Simple Dream
So, I had this dream. You know the kind of dream that visits you right when you’re about to get up? The details of my dream are mostly insignificant despite the number of words I’m about to use in describing them. In the dream, I was living at Aunt Pat and Uncle Harold‘s house, like I did for a couple of years in college. But it was a totally different house. And I was a middle-aged man, like I am now, not a twenty-few year old, like I was then. Also notably different from our current reality is the fact that, in the dream, Harold was still with us.
There were no dramatic events in the dream. It was a simple dream. (Tangentially, I wrote one of my first, and worst, songs when I lived in Pat and Harold’s basement. It was called “Simple Dream.“ Looking back, I can certainly say that “Simple Dream” was simply not good, which is why no one but me and Jesus has ever heard that song. For the sake of us all, we’re gonna keep it that way.) In this dream I could hear Pat and Harold arguing, which happened on occasion in the way back when. They were arguing because Harold was still working despite the toll his diabetes had taken on him. But he was no longer really physically able do his work as a pharmacist. It was just too much. (Tangentially, it wasn’t too much for him in real life when he thwarted that attempted robbery. True story.)

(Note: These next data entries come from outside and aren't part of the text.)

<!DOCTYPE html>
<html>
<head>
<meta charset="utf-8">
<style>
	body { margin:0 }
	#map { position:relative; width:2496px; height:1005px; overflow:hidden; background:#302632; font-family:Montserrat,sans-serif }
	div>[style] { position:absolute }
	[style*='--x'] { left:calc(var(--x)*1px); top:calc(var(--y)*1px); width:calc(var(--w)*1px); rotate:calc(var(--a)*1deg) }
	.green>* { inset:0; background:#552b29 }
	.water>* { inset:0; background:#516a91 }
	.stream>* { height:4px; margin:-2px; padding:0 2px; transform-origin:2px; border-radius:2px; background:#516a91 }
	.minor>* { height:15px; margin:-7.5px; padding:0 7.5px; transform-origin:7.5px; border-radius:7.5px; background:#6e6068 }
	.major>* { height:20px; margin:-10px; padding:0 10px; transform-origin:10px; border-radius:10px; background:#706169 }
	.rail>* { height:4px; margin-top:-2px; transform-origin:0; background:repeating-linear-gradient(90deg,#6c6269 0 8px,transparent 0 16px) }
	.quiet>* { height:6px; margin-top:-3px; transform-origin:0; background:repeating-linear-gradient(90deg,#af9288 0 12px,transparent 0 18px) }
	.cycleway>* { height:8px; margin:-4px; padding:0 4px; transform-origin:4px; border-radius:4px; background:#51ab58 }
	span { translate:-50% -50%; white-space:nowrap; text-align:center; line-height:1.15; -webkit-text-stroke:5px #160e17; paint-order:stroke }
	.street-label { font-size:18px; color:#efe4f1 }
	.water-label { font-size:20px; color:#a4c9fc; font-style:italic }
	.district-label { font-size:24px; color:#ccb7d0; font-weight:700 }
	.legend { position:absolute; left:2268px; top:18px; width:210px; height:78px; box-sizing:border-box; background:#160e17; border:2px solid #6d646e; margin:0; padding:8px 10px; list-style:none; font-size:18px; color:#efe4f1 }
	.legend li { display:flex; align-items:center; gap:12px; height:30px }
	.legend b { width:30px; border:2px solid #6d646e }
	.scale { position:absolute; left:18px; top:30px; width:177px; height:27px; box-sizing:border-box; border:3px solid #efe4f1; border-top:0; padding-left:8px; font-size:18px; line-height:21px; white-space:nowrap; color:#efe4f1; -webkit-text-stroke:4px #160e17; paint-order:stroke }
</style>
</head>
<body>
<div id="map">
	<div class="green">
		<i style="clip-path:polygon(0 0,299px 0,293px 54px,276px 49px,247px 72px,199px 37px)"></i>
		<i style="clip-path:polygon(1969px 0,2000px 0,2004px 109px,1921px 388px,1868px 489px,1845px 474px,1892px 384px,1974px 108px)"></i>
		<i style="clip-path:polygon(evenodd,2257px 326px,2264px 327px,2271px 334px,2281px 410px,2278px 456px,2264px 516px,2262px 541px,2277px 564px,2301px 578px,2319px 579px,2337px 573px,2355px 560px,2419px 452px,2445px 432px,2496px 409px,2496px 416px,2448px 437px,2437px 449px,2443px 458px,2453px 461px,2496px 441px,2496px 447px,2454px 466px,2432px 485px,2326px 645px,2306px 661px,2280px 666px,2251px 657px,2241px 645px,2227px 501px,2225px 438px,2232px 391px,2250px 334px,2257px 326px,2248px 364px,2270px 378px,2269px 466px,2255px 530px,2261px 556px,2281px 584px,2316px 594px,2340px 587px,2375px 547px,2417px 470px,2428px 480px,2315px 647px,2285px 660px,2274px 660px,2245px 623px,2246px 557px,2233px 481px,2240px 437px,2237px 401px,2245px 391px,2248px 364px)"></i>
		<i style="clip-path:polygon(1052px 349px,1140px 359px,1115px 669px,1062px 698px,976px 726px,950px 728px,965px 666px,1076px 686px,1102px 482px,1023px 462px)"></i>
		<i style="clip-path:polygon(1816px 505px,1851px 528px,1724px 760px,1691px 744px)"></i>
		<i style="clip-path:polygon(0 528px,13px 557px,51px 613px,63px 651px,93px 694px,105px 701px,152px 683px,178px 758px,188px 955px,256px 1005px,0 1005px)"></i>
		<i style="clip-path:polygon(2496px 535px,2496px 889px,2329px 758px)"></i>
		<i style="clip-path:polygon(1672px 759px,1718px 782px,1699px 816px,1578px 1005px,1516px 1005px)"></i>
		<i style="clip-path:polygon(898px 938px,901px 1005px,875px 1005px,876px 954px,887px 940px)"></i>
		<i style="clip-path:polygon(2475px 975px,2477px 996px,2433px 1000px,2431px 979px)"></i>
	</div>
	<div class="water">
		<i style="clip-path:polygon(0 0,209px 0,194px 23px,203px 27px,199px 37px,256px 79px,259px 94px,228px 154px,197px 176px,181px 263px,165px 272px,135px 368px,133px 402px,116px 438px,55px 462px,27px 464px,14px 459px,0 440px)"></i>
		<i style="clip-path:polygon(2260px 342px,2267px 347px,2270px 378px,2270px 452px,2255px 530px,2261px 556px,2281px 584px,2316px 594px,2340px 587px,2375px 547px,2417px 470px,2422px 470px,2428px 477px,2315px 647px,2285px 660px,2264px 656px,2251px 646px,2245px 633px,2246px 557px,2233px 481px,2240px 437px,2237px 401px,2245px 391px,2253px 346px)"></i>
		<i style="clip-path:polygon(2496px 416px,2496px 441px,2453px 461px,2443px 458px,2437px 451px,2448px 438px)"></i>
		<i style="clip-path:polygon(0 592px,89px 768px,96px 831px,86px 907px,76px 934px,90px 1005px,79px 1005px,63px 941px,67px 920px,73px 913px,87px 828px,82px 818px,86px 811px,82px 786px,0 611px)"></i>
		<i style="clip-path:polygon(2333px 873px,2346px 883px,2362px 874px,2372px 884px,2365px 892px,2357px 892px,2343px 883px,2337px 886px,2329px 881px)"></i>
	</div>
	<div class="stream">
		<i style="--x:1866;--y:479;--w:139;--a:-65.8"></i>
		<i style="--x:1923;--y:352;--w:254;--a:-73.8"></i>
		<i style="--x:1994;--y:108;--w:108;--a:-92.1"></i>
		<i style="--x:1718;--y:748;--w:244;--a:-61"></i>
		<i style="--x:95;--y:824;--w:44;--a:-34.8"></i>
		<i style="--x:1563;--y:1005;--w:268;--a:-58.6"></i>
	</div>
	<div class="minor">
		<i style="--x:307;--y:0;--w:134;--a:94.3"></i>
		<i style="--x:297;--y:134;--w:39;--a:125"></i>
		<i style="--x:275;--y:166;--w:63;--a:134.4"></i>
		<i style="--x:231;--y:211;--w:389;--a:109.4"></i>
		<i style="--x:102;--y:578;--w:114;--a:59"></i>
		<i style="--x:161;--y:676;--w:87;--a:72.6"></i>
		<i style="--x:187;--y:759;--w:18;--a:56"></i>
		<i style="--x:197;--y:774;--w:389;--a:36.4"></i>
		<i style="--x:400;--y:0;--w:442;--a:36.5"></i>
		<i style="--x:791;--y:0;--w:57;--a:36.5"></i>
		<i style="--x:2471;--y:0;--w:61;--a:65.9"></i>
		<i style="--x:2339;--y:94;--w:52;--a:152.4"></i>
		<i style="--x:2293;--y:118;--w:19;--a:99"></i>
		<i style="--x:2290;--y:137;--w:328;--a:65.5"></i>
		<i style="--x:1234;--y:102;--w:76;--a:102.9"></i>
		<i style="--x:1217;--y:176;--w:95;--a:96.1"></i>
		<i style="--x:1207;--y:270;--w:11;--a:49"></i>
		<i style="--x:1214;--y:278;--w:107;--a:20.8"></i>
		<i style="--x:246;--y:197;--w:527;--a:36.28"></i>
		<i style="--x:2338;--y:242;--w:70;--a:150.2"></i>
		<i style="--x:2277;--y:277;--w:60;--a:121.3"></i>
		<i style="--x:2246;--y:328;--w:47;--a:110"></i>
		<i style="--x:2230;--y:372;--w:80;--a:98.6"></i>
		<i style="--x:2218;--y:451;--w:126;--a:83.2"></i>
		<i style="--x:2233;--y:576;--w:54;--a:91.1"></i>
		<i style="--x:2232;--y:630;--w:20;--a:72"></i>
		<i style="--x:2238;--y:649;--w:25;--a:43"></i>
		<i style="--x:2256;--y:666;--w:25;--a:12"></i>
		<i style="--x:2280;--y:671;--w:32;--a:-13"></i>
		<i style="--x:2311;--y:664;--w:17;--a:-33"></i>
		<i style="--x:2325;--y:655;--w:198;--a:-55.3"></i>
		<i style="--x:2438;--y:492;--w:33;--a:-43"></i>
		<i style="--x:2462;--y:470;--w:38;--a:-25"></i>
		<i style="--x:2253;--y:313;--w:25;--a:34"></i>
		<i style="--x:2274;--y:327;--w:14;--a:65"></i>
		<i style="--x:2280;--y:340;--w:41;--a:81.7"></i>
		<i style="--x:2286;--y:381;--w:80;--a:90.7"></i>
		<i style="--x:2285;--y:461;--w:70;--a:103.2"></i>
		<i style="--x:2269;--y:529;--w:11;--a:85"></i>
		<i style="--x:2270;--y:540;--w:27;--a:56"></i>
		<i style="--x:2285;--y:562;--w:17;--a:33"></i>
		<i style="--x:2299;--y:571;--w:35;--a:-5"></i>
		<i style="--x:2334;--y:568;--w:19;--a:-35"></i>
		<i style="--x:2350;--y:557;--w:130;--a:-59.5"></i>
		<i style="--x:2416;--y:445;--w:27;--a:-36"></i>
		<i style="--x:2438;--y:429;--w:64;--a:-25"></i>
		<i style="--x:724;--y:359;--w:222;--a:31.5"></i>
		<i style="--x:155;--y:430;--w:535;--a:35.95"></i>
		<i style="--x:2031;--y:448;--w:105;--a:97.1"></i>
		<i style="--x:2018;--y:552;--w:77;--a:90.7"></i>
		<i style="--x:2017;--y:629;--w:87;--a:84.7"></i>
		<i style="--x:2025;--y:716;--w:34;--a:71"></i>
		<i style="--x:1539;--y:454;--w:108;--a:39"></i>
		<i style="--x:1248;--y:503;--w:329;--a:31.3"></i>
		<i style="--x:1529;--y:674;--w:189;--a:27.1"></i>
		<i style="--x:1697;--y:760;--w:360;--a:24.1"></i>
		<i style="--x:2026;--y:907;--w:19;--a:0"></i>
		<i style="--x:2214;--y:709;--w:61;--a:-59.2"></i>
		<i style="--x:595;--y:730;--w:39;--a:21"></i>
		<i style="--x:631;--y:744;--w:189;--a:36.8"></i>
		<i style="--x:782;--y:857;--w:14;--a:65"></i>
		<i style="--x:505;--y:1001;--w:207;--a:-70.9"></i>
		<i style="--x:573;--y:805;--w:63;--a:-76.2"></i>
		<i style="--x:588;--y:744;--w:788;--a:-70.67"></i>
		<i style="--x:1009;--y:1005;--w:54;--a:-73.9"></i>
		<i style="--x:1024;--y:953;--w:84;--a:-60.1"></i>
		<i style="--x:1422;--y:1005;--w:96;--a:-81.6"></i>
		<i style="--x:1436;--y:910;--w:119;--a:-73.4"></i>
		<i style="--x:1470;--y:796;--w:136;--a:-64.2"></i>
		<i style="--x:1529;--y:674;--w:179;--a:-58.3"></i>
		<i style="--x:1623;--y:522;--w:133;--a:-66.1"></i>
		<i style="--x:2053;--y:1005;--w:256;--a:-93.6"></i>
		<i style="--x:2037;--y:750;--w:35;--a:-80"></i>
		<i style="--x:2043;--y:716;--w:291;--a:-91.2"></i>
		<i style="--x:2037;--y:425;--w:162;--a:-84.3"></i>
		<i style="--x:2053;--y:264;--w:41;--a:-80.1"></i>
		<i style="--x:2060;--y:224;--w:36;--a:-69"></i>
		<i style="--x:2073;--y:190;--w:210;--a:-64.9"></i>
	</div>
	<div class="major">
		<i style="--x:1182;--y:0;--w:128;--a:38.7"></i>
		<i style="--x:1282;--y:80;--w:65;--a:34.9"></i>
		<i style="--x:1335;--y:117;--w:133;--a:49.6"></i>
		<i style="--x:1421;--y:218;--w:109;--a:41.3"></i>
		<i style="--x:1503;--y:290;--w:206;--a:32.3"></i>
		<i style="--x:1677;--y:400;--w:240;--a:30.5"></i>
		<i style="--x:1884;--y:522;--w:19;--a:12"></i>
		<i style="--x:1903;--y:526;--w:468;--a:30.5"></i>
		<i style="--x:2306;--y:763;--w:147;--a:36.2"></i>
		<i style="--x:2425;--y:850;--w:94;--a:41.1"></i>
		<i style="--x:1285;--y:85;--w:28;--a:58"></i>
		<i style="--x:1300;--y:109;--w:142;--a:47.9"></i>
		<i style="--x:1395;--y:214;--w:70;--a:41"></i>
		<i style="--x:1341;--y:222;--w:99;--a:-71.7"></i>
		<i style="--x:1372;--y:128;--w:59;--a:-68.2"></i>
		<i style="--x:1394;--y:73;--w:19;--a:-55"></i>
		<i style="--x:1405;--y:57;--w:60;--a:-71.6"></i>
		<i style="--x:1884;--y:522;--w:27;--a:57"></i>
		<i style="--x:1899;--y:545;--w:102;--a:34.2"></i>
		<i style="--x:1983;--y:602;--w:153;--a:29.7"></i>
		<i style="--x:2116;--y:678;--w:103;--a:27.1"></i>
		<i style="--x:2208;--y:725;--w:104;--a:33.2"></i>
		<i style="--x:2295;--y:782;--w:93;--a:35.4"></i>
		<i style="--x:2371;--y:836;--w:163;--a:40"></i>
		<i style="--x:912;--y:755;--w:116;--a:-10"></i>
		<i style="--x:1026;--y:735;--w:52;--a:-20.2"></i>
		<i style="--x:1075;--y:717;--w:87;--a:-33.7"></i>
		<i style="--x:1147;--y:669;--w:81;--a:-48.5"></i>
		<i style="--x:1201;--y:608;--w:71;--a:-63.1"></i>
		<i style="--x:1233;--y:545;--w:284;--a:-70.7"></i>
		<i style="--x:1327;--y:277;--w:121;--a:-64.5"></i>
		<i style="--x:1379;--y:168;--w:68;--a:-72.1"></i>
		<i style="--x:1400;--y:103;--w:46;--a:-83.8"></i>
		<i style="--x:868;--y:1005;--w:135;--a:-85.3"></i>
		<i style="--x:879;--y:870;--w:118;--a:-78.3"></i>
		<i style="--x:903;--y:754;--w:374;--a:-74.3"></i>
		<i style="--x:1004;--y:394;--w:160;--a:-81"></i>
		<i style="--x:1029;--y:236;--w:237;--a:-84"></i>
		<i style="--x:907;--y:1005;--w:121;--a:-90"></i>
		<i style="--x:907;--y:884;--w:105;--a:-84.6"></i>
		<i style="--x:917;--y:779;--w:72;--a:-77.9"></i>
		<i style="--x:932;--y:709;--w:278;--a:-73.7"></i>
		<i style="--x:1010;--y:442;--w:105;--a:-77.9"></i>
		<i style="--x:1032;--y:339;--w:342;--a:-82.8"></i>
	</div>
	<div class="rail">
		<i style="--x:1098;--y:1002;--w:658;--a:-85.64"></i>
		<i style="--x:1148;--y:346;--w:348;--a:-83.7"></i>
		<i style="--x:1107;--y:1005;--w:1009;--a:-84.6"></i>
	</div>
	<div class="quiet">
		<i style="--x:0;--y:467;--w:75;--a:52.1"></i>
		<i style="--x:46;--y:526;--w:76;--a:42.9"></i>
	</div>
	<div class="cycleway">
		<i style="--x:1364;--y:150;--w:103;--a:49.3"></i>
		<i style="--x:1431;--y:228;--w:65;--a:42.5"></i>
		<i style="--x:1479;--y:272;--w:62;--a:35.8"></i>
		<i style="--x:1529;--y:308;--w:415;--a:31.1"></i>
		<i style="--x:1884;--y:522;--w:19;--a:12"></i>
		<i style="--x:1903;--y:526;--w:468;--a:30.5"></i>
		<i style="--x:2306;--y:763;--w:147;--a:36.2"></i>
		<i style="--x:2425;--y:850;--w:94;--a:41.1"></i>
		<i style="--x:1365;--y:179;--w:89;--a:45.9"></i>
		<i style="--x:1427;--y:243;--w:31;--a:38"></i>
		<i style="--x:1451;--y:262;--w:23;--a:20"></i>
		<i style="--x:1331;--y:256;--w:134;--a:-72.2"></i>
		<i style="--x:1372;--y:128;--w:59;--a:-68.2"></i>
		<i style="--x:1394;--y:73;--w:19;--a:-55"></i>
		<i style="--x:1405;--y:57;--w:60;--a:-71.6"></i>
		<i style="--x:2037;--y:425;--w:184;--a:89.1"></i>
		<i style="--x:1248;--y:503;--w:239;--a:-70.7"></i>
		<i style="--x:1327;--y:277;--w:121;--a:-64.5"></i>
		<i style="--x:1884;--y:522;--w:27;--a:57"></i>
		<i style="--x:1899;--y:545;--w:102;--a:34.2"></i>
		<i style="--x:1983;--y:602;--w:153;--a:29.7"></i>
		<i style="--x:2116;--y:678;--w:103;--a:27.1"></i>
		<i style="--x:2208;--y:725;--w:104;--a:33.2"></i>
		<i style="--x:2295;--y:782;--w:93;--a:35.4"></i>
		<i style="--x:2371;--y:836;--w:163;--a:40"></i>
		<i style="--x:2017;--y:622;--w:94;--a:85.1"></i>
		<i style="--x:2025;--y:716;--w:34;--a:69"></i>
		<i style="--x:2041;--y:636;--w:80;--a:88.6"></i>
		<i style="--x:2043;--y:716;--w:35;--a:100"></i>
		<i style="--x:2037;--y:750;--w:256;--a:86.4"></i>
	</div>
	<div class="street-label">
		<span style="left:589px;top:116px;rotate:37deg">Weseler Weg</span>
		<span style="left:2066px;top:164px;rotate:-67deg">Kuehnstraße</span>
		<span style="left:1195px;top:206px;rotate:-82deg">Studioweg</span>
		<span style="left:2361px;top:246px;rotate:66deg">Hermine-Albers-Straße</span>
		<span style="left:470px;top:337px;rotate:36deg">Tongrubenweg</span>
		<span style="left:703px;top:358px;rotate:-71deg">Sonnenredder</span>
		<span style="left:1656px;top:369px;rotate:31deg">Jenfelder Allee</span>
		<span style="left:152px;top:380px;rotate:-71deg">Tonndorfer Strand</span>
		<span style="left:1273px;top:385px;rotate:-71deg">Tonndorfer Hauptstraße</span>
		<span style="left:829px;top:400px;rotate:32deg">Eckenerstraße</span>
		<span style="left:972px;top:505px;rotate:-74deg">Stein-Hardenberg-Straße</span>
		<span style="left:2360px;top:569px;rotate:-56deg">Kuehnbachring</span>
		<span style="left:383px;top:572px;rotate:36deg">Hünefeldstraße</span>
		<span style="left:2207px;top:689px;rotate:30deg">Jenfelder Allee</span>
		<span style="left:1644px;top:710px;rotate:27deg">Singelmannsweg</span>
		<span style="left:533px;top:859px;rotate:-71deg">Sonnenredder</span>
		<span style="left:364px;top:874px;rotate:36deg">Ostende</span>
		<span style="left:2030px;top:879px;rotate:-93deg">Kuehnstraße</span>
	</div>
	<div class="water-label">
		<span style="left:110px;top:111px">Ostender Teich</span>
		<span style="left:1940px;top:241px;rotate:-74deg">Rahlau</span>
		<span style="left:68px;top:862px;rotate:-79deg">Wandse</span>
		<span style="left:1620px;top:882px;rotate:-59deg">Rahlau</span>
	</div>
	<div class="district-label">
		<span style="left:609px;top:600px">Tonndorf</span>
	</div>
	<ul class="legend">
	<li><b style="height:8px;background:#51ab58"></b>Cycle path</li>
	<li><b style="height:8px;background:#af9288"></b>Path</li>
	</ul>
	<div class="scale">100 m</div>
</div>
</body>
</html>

In the dream, I was walking just outside the house when Pat stormed out and asked me if I would work at the pharmacy. I assumed that she meant for me to take a job at the pharmacy to help Harold. But in the dream, I had just started a new job. So I was conflicted about her request, because I had a new job that I didn’t want to abandon, and which I was hoping would work out well. However, as it turned out, she just thought he needed help with a big project; so I could help, after all.
For some reason, he brought this big project, a big case of pharmacy products, up to my bedroom. Maybe the case’s contents needed sorting or something. No idea. Not important. In this dream, I lived upstairs, not in the basement. When I actually lived with them in college, it was in their basement. But in the dream, my good dog Leia, who is currently sleeping soundly on the sofa in real life, was in my room sleeping soundly on my bed, and just like in real life, she was not a fan of strangers, or anyone who is not a part of her “pack.” I was explaining this fact to Harold, and Leia was just fine; she didn’t growl or grumble or anything. (Does this mean that in dreamland, Harold is an accepted part of her pack?) And then I woke up.
None of those details of my dream is significant in any way. The thing that is significant is something that I’ve also noticed with other dreams about other people who are no longer with us on this earth. The significant thing……was simply the feeling that I had upon waking. My feeling was, “it sure was nice to see Harold again.” It was that same sort of feeling that you have when you haven’t seen someone that you really care about in a long time, but you unexpectedly bump into that person out in the world, in your regular, busy, maybe even oblivious daily goings on. Maybe you see that person at the grocery store, or the library, or a restaurant, or even a doctor’s office. And you chat for a moment, reconnect, then resume your daily doings. The significant part of that simple dream is the simple fact that it is that same feeling, emotion, connection. It feels the same. It’s what you feel after that unexpected reunion when you get back in your car to resume your errands, or your work, or the seemingly endless string of whatevers with which we fill our minds and our many (mini) moments. That feeling is this feeling: “It sure was nice to see them again, if only for a moment.”
And, for me, waking up from my dream, I yawned; and I stretched. And I said out loud to my room full of baseball photos, family photos, and poorly played tenor guitars and ukuleles, “It sure was nice to see Harold again.” It sure was.